For more information on respirator use see section 5144 and the federal OSHA respiratory protection etool. Surgical and other non-respirator face masks do not protect persons from airborne infectious disease and cannot be relied upon for novel pathogens. They do not prevent inhalation of virus particles because they do not seal to the person’s face and are not tested to the filtration efficiencies of respirators.

I don’t think my employer is complying with OSHA standards. Can I be fired for reporting them?

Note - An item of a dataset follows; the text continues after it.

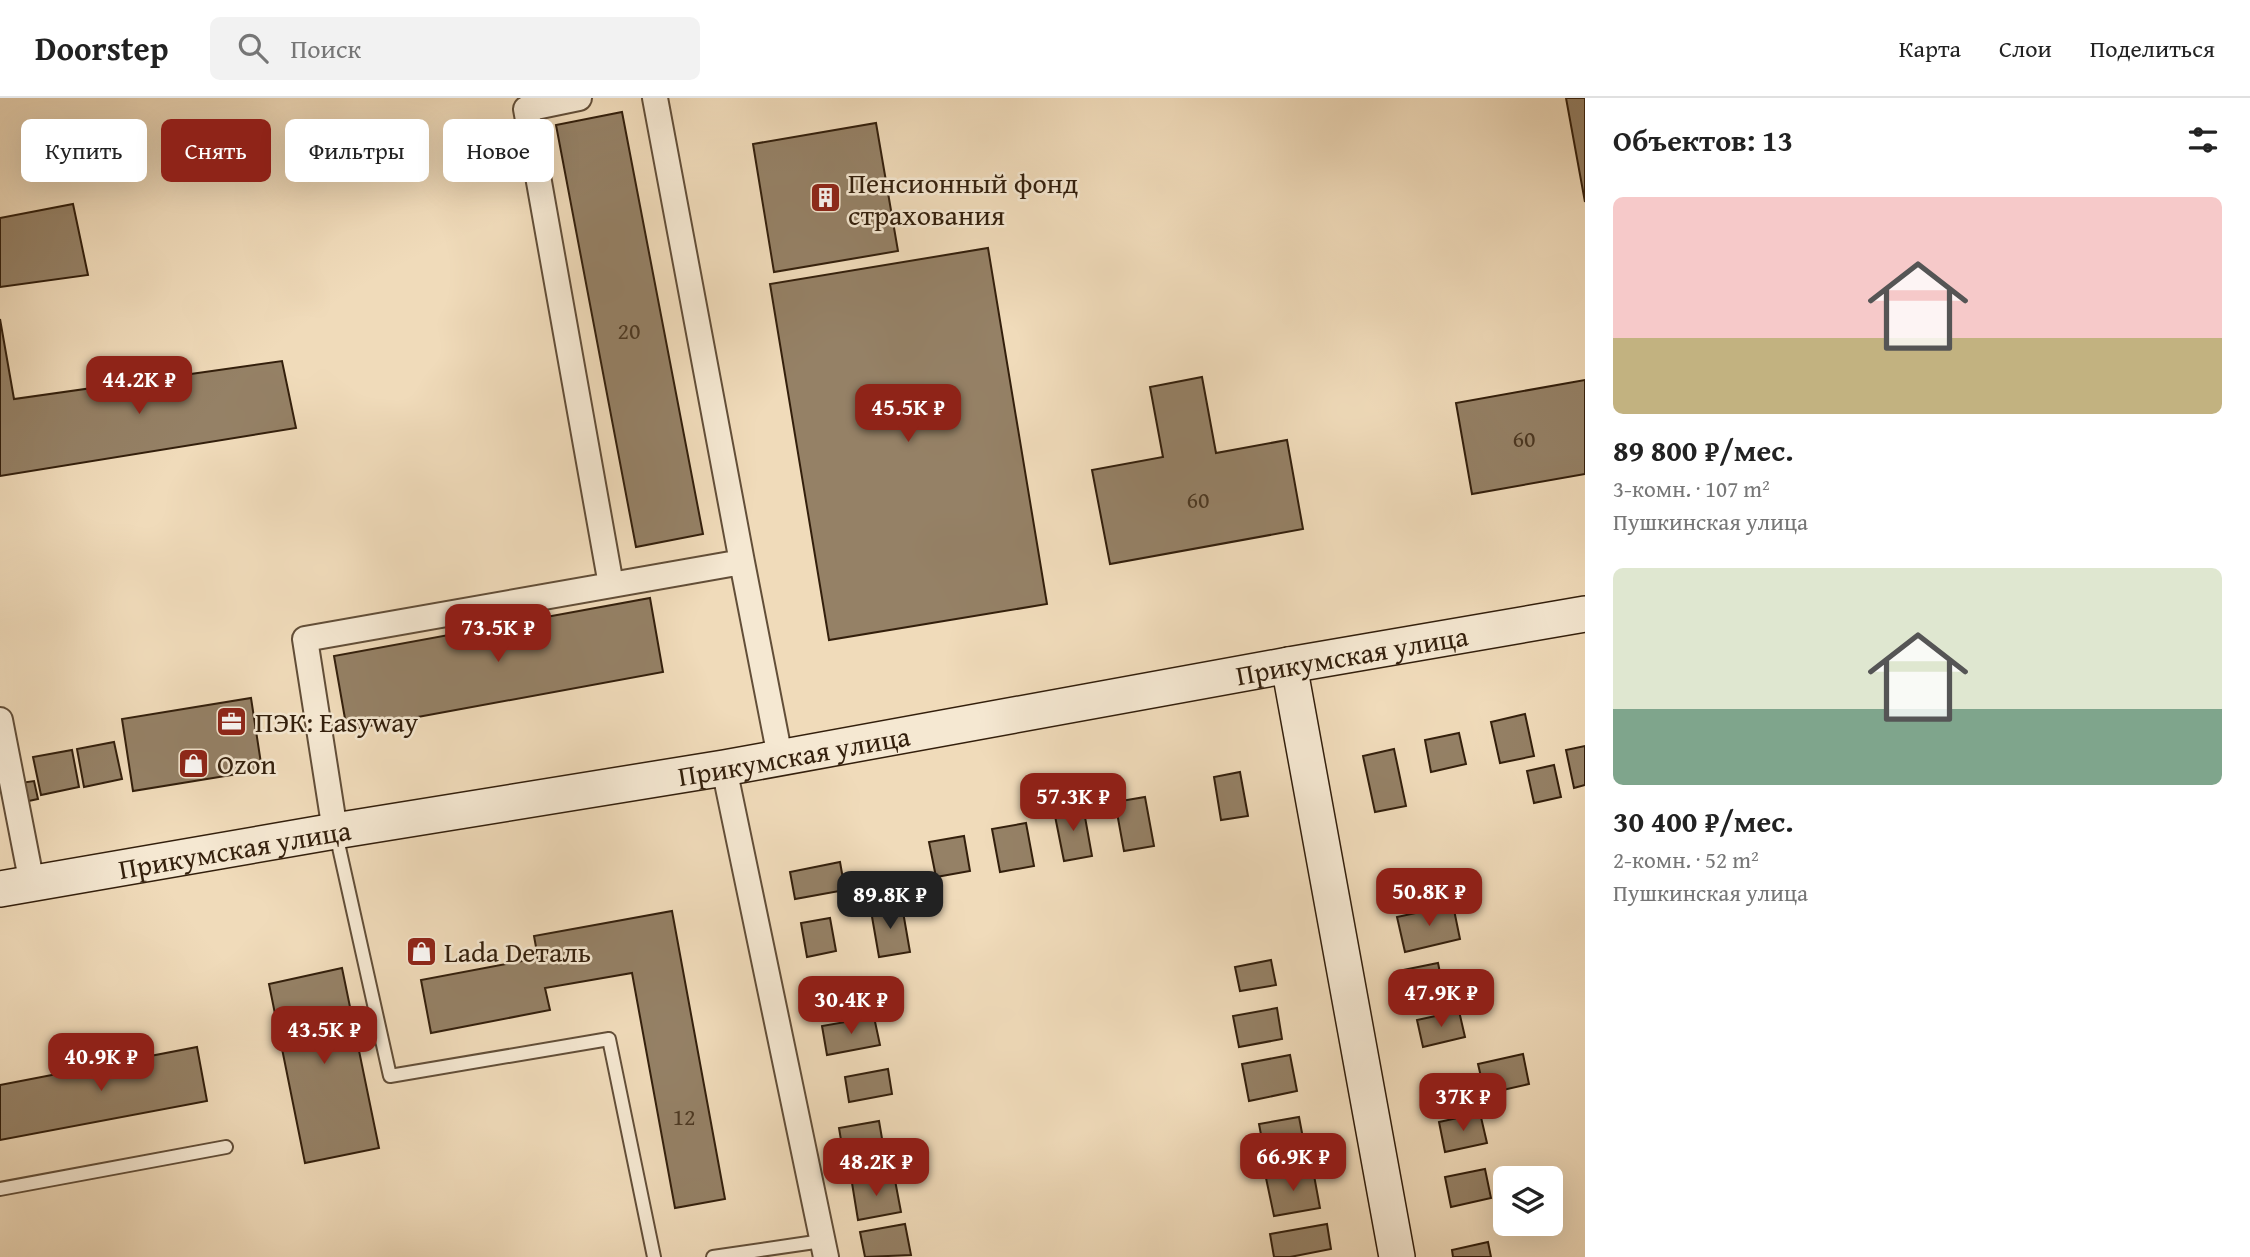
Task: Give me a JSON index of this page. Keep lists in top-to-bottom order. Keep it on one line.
{"streets":{"main road":["Прикумская улица"]},"places":{"building":["Пенсионный фонд страхования"],"office":["ПЭК: Easyway"],"shop":["Ozon","Lada Dеталь"]},"house_numbers":["20","60","60","12"],"page":{"header":"Doorstep","search":"Поиск","nav":["Карта","Слои","Поделиться"],"heading":"Объектов: 13","chip":["Купить","Снять","Фильтры","Новое"],"list":[{"name":"89 800 ₽/мес.","note":"3-комн. · 107 m² · Пушкинская улица"},{"name":"30 400 ₽/мес.","note":"2-комн. · 52 m² · Пушкинская улица"}],"price":["44.2K ₽","45.5K ₽","73.5K ₽","57.3K ₽","50.8K ₽","89.8K ₽","47.9K ₽","30.4K ₽","43.5K ₽","40.9K ₽","37K ₽","66.9K ₽","48.2K ₽"]}}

No. Employers are prohibited from retaliating against workers for raising concerns about safety and health conditions, pursuant to Section 11(c) of the Occupational Safety and Health Act of 1970, 29 USC 660(c). Additionally, OSHA has a Whistleblower Protection Program which protects employees from retaliation for reporting concerns about hazards or violations. If you think you have suffered retaliation, submit a complaint to OSHA as soon as possible.